Information provided:
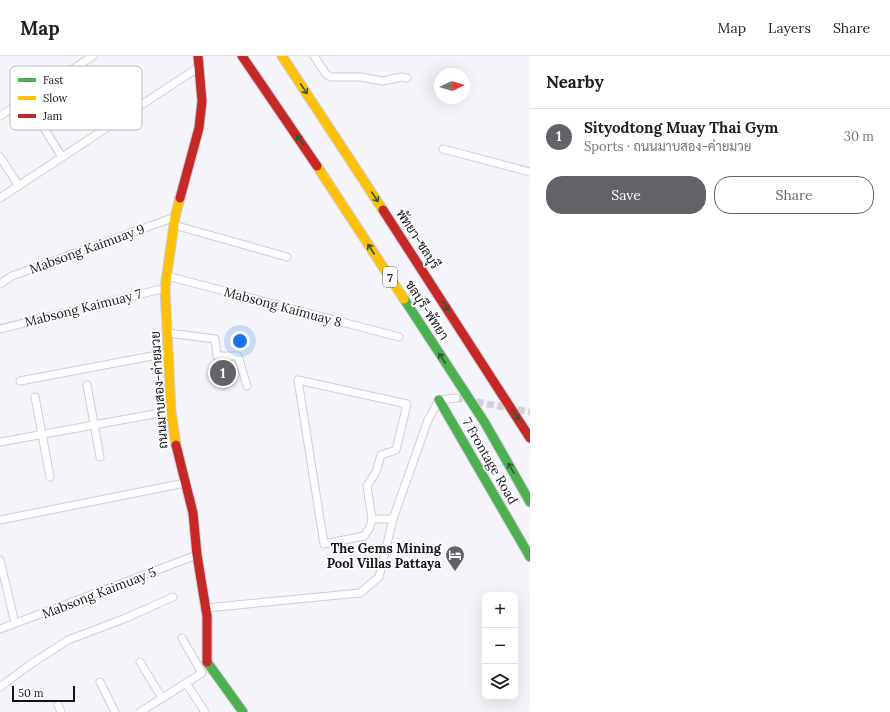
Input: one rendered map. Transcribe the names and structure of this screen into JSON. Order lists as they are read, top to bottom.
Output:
{
  "streets": {
    "main road": [
      "พัทยา-ชลบุรี",
      "7",
      "ชลบุรี-พัทยา",
      "ถนนมาบสอง-ค่ายมวย",
      "7 Frontage Road"
    ],
    "street": [
      "Mabsong Kaimuay 9",
      "Mabsong Kaimuay 8",
      "Mabsong Kaimuay 7",
      "Mabsong Kaimuay 5"
    ]
  },
  "crossings": [
    ["Mabsong Kaimuay 9", "ถนนมาบสอง-ค่ายมวย"],
    ["Mabsong Kaimuay 8", "ถนนมาบสอง-ค่ายมวย"],
    ["Mabsong Kaimuay 7", "ถนนมาบสอง-ค่ายมวย"],
    ["ถนนมาบสอง-ค่ายมวย", "Mabsong Kaimuay 5"]
  ],
  "one_way": ["พัทยา-ชลบุรี", "ชลบุรี-พัทยา"],
  "places": {
    "hotel": ["The Gems Mining Pool Villas Pattaya"]
  },
  "legend": ["Fast", "Slow", "Jam"],
  "scale_bar": "50 m",
  "north": "right",
  "page": {
    "header": "Map",
    "nav": ["Map", "Layers", "Share"],
    "heading": "Nearby",
    "list": [
      {
        "mark": "1",
        "name": "Sityodtong Muay Thai Gym",
        "note": "Sports · ถนนมาบสอง-ค่ายมวย",
        "value": "30 m"
      }
    ],
    "buttons": ["Save", "Share"],
    "pins": "1",
    "map_buttons": ["+", "−"],
    "scale": "50 m"
  }
}
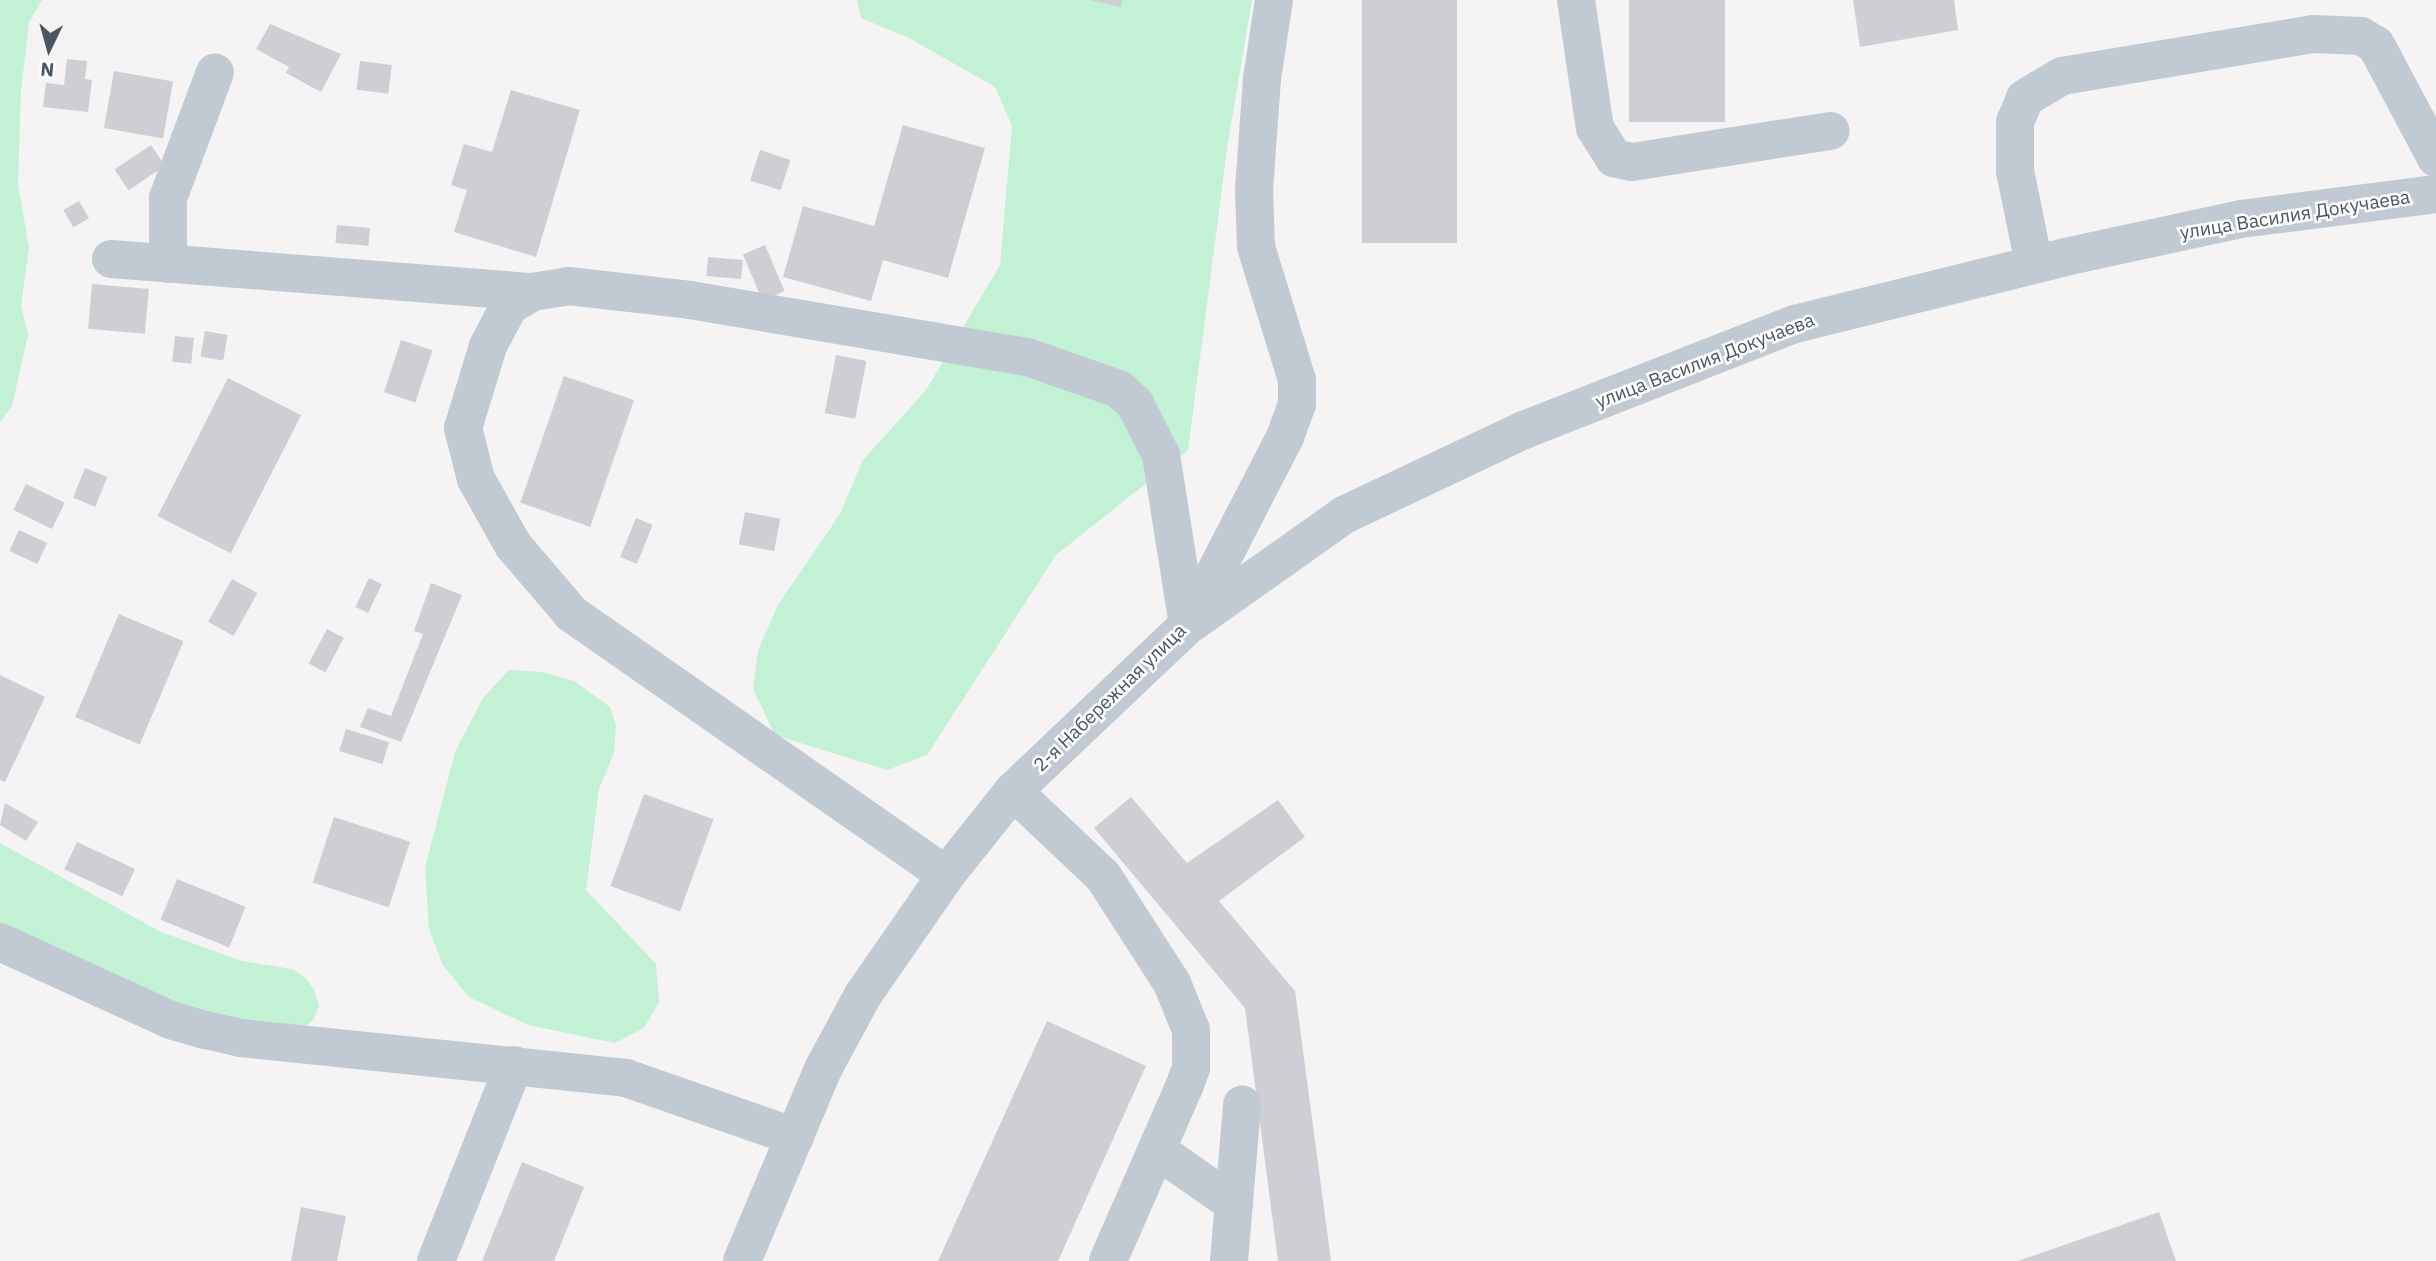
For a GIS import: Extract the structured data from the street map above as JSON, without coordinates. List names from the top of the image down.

Exercise prompt:
Transcribe all of the records exactly, without reproducing their pictures.

Result of the exercise:
Input: one rendered map. Transcribe the names and structure of this screen into JSON. Order lists as they are read, top to bottom.
Output:
{
  "streets": {
    "main road": [
      "พัทยา-ชลบุรี",
      "7",
      "ชลบุรี-พัทยา",
      "ถนนมาบสอง-ค่ายมวย",
      "7 Frontage Road"
    ],
    "street": [
      "Mabsong Kaimuay 9",
      "Mabsong Kaimuay 8",
      "Mabsong Kaimuay 7",
      "Mabsong Kaimuay 5"
    ]
  },
  "crossings": [
    ["Mabsong Kaimuay 9", "ถนนมาบสอง-ค่ายมวย"],
    ["Mabsong Kaimuay 8", "ถนนมาบสอง-ค่ายมวย"],
    ["Mabsong Kaimuay 7", "ถนนมาบสอง-ค่ายมวย"],
    ["ถนนมาบสอง-ค่ายมวย", "Mabsong Kaimuay 5"]
  ],
  "one_way": ["พัทยา-ชลบุรี", "ชลบุรี-พัทยา"],
  "places": {
    "hotel": ["The Gems Mining Pool Villas Pattaya"]
  },
  "legend": ["Fast", "Slow", "Jam"],
  "scale_bar": "50 m",
  "north": "right",
  "page": {
    "header": "Map",
    "nav": ["Map", "Layers", "Share"],
    "heading": "Nearby",
    "list": [
      {
        "mark": "1",
        "name": "Sityodtong Muay Thai Gym",
        "note": "Sports · ถนนมาบสอง-ค่ายมวย",
        "value": "30 m"
      }
    ],
    "buttons": ["Save", "Share"],
    "pins": "1",
    "map_buttons": ["+", "−"],
    "scale": "50 m"
  }
}
For a GIS import: Extract the structured data from the street map above as JSON, without coordinates. List names from the top of the image down.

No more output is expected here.